▶ [WORK TASK]:
Without changing a word, repeat the data, and include no pictures.

---- EXERCISE MATERIALS

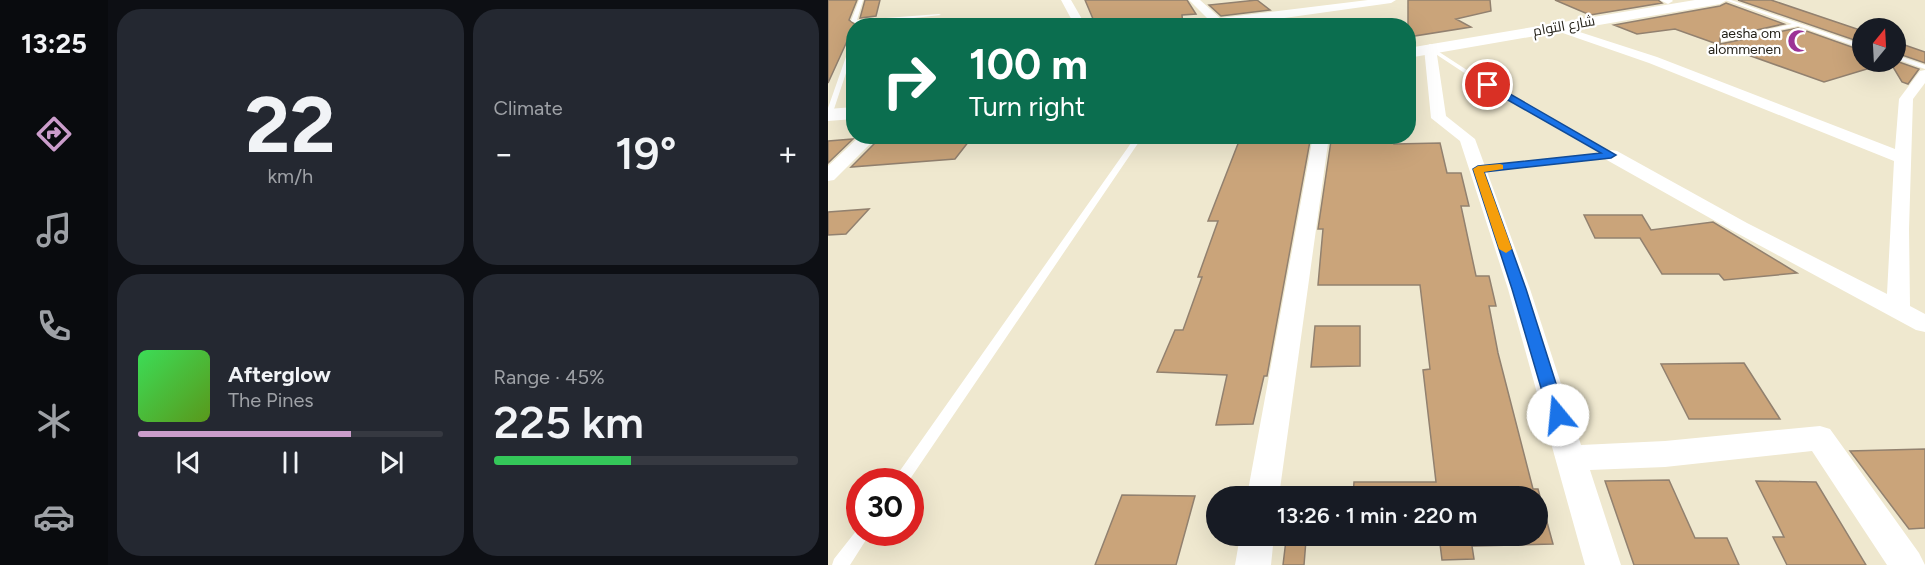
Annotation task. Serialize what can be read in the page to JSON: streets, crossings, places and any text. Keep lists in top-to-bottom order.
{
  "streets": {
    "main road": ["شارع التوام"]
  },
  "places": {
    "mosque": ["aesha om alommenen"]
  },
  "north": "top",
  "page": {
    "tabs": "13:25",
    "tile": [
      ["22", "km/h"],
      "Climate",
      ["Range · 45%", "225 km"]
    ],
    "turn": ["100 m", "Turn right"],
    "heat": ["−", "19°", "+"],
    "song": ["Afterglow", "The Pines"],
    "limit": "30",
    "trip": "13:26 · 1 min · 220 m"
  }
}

--------

▶ [TASK ANSWER]:
Annotation task. Serialize what can be read in the page to JSON: streets, crossings, places and any text. Keep lists in top-to-bottom order.
{
  "streets": {
    "main road": ["شارع التوام"]
  },
  "places": {
    "mosque": ["aesha om alommenen"]
  },
  "north": "top",
  "page": {
    "tabs": "13:25",
    "tile": [
      ["22", "km/h"],
      "Climate",
      ["Range · 45%", "225 km"]
    ],
    "turn": ["100 m", "Turn right"],
    "heat": ["−", "19°", "+"],
    "song": ["Afterglow", "The Pines"],
    "limit": "30",
    "trip": "13:26 · 1 min · 220 m"
  }
}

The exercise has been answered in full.